_TASK DETAILS:_ Count how many lines in the material below hold the word "color"; the reply is that number alone.

_MATERIAL FOR THIS TASK:_
• • • • •
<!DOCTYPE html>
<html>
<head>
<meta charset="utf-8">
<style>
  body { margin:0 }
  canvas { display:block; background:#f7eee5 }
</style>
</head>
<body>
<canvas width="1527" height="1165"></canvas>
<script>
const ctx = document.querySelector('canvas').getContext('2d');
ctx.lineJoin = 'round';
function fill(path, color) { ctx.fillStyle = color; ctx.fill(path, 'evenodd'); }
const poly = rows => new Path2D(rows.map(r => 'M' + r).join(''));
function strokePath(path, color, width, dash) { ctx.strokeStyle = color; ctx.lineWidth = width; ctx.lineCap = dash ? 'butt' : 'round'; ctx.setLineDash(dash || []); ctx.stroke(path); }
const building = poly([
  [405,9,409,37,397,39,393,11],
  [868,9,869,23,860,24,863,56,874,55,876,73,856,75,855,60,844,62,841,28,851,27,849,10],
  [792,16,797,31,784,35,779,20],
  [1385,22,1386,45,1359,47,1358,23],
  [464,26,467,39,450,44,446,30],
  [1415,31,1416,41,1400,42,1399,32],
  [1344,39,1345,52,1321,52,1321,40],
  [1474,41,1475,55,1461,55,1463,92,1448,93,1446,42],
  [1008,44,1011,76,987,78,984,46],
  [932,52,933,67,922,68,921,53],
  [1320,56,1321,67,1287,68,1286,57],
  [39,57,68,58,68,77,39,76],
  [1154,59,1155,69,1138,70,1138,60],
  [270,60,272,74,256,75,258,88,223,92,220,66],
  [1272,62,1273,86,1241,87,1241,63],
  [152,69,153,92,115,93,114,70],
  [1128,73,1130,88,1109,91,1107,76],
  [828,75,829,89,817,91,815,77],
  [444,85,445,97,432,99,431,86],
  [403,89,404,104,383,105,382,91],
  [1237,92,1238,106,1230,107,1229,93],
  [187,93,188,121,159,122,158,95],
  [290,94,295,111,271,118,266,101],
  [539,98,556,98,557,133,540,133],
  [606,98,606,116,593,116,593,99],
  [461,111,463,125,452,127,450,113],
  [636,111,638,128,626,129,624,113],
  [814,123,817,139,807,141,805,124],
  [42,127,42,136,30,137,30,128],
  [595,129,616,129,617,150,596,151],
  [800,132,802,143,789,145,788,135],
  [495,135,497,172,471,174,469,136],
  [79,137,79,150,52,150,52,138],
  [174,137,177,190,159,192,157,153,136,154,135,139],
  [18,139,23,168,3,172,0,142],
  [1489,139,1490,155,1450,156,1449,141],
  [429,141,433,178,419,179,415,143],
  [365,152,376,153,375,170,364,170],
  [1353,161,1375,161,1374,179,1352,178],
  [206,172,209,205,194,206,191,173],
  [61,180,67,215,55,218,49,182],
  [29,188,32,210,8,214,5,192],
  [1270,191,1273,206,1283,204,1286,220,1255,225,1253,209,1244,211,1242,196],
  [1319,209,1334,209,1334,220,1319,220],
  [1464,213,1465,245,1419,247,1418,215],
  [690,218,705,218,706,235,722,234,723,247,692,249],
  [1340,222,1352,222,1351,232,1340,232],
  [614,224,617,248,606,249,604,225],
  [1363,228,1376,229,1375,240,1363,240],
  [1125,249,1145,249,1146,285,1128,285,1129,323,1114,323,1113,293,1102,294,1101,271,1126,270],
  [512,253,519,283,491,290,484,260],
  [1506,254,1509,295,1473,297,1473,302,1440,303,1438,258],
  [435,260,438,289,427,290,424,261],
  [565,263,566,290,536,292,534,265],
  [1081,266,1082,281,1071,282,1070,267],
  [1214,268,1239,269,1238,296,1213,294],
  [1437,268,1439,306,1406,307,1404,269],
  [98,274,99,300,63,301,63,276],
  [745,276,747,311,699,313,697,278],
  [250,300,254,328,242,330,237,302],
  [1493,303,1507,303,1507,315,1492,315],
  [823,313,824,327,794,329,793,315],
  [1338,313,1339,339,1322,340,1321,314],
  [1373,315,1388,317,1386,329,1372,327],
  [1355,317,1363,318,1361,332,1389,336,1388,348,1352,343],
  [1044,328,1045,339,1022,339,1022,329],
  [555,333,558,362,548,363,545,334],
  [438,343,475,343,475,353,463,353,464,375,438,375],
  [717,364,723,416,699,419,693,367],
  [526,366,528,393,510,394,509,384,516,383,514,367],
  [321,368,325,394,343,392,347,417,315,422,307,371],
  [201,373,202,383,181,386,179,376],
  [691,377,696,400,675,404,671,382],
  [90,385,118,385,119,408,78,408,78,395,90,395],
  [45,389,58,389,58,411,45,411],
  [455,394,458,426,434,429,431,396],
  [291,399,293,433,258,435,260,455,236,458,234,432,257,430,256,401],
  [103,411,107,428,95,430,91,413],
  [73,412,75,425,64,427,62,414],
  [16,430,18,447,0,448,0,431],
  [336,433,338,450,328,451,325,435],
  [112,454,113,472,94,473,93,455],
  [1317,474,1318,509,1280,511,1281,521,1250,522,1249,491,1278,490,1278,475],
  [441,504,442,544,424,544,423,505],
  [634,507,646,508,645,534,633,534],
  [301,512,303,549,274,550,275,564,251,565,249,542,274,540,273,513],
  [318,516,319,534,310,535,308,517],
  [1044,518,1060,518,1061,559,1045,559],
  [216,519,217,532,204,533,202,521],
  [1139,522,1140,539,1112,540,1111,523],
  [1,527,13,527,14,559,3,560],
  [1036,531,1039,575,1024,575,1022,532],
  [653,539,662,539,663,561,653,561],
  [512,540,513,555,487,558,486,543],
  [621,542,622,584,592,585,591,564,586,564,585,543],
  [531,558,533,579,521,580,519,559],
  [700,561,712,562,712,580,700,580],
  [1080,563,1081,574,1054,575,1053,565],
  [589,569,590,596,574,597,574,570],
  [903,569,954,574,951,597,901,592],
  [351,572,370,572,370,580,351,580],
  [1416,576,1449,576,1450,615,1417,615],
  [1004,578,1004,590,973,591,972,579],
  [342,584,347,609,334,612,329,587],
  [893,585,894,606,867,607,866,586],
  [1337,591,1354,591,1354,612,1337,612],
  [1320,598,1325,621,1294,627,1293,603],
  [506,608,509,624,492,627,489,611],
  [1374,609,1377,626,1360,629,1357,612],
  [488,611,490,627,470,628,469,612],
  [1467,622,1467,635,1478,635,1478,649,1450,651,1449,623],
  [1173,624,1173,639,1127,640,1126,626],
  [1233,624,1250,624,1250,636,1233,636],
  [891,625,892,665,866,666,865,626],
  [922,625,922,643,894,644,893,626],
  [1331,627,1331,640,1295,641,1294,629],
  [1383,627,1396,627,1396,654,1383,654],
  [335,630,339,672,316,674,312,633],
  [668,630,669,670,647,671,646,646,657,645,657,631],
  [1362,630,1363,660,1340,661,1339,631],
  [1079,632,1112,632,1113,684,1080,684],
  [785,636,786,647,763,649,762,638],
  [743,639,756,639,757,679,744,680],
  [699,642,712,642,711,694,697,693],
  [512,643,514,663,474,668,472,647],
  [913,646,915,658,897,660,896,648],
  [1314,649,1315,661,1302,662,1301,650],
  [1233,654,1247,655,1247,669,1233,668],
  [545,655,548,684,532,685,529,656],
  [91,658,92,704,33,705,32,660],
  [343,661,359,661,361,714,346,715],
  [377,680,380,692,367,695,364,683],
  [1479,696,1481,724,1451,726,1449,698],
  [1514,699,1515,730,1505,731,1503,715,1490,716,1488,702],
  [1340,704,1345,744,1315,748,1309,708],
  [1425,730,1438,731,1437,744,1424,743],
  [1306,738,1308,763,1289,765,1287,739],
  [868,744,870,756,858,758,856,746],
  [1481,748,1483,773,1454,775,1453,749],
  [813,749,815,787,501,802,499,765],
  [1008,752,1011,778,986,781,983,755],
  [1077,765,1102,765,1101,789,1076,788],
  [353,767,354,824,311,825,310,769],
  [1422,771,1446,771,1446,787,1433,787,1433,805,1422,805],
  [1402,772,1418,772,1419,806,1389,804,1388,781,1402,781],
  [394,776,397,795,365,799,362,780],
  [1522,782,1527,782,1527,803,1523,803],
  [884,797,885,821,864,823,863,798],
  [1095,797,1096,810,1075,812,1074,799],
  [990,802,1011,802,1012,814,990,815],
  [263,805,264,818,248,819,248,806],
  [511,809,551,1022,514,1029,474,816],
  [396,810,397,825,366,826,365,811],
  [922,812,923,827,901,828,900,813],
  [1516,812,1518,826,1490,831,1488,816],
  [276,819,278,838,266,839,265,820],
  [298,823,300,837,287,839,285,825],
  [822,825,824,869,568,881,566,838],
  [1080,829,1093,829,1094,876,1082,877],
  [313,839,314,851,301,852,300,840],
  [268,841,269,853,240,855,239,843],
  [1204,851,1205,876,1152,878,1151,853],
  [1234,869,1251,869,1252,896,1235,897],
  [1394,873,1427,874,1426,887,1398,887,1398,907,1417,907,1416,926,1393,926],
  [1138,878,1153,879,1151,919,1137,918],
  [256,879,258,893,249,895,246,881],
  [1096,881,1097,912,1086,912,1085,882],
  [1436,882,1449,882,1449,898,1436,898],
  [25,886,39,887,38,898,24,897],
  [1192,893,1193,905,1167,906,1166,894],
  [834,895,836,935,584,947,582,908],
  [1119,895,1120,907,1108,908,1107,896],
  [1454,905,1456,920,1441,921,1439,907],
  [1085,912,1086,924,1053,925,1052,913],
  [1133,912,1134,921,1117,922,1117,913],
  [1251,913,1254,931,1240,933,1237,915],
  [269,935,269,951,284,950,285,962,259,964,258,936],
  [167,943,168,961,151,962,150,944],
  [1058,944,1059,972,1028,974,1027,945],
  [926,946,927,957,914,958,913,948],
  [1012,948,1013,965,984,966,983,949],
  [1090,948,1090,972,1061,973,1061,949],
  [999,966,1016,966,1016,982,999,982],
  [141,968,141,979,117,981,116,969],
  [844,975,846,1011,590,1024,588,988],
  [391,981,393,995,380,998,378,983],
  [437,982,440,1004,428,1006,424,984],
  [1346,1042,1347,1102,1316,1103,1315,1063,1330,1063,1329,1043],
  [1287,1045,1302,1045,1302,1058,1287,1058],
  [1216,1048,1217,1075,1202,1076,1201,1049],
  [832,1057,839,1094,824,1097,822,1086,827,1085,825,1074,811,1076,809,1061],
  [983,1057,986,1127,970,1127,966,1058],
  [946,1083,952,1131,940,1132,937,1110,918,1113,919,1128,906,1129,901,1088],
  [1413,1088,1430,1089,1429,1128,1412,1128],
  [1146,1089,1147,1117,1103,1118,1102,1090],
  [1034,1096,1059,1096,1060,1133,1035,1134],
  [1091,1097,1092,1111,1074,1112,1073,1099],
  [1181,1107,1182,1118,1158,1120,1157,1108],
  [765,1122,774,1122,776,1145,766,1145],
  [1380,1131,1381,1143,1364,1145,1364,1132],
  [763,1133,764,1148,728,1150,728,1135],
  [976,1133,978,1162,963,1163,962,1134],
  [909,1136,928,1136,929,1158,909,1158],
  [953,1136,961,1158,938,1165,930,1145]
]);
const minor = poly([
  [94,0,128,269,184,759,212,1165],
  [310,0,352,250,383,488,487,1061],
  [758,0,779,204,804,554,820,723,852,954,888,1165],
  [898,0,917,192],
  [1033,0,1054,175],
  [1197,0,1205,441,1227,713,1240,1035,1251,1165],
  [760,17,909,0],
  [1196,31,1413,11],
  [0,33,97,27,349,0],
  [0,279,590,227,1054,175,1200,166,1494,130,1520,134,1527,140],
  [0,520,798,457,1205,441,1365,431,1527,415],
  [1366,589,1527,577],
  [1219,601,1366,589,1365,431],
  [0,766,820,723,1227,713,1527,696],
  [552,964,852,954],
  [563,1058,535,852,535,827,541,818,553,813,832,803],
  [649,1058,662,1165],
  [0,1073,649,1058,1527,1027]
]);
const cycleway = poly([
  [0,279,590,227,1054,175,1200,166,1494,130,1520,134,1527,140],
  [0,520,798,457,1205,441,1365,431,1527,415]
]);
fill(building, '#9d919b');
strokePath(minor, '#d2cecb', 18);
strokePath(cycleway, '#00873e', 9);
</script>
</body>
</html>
• • • • •
_RESPONSE BOX:_ 2